Appellant further testified that he and his friends began to retreat. Christopher was shouting and said that he, too, had a

Page 487

gun, and that his gun was bigger. According to appellant, after Christopher threw a nearby picnic bench at appellant and his friends, Christopher pulled something from his waistband. Thinking that Christopher was about to produce a gun and shoot him, appellant fired several times. The three men then fled to Cory's house, where appellant cleaned the gun, vomited, and went to sleep. The next day, he told Cory and Joey not to discuss what happened or brag about it. He put the gun in a plastic bag and, on his way to work, he threw it into some bushes.

Tart's testimony was essentially consistent with appellant's version of the incident. Tart explained that Christopher was yelling and spit at Buckler. Although appellant told the Maxwells that the three had "no beef" with the brothers, and appellant and the others started to walk away, the Maxwells pursued them. When appellant pulled his gun, one of the Maxwells said: "If you pull it, you better use it." Appellant fired the weapon when Bryan jumped at him. Christopher had his hand on the side of his leg, stating "mine is bigger, mine is bigger." Bell fired again after the bench was thrown.

Three other witnesses testified for the defense concerning the Maxwell brothers' reputations for violent dispositions. Two of these [691 A.2d 237] witnesses were police officers and one was a friend of appellant.

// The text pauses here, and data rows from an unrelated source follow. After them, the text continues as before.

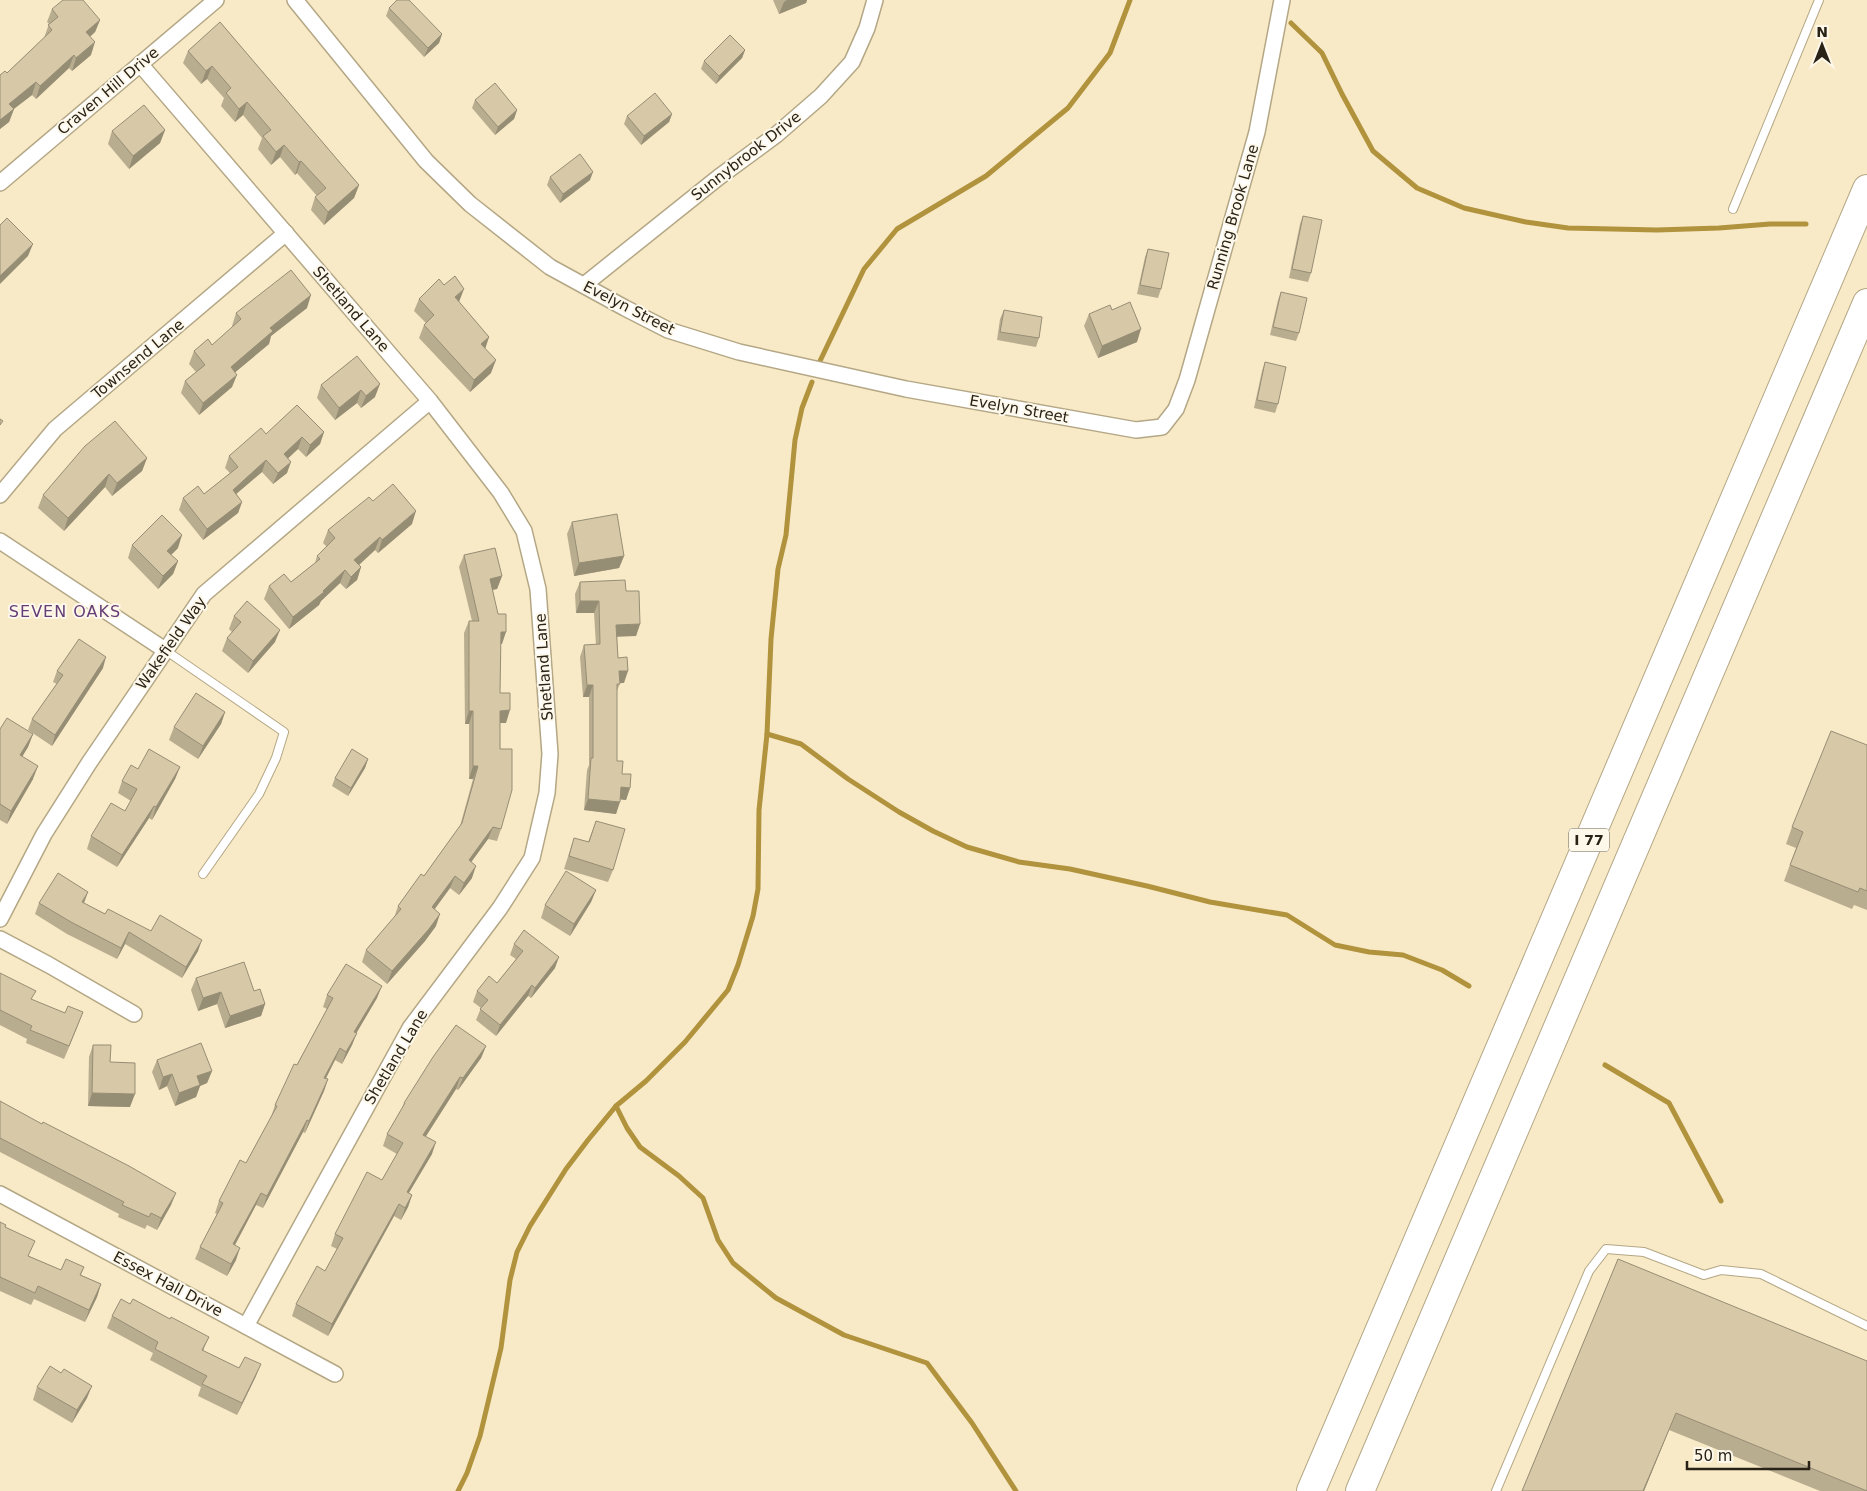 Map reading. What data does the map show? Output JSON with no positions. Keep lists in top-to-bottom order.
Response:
{
  "streets": {
    "highway": ["I 77"],
    "street": [
      "Craven Hill Drive",
      "Sunnybrook Drive",
      "Running Brook Lane",
      "Evelyn Street",
      "Shetland Lane",
      "Townsend Lane",
      "Wakefield Way",
      "Essex Hall Drive"
    ]
  },
  "crossings": [
    ["Craven Hill Drive", "Shetland Lane"],
    ["Sunnybrook Drive", "Evelyn Street"],
    ["Running Brook Lane", "Evelyn Street"],
    ["Shetland Lane", "Townsend Lane"],
    ["Shetland Lane", "Wakefield Way"],
    ["Shetland Lane", "Essex Hall Drive"]
  ],
  "districts": ["SEVEN OAKS"],
  "scale_bar": "50 m",
  "north": "top"
}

Buckler did not appear at the trial. Both Tart and appellant testified, on direct and cross-examination, that they had tried to contact Buckler since the time of the incident, without success.

Additional facts will be included in our discussion of the issues presented.

Discussion

I.

During cross-examination of appellant, the State questioned him about Buckler's statement to the police. Appellant contends that this line of questioning was improper, because: 1) it placed before the jury hearsay evidence about the incident

Page 488

from a witness who was not present at trial; 2) the State knew that Buckler would not be called as a witness; and 3) it violated appellant's rights under the Sixth Amendment's Confrontation Clause. The State counters that appellant's claim is without merit, because: 1) the prosecutor did not convey substantive...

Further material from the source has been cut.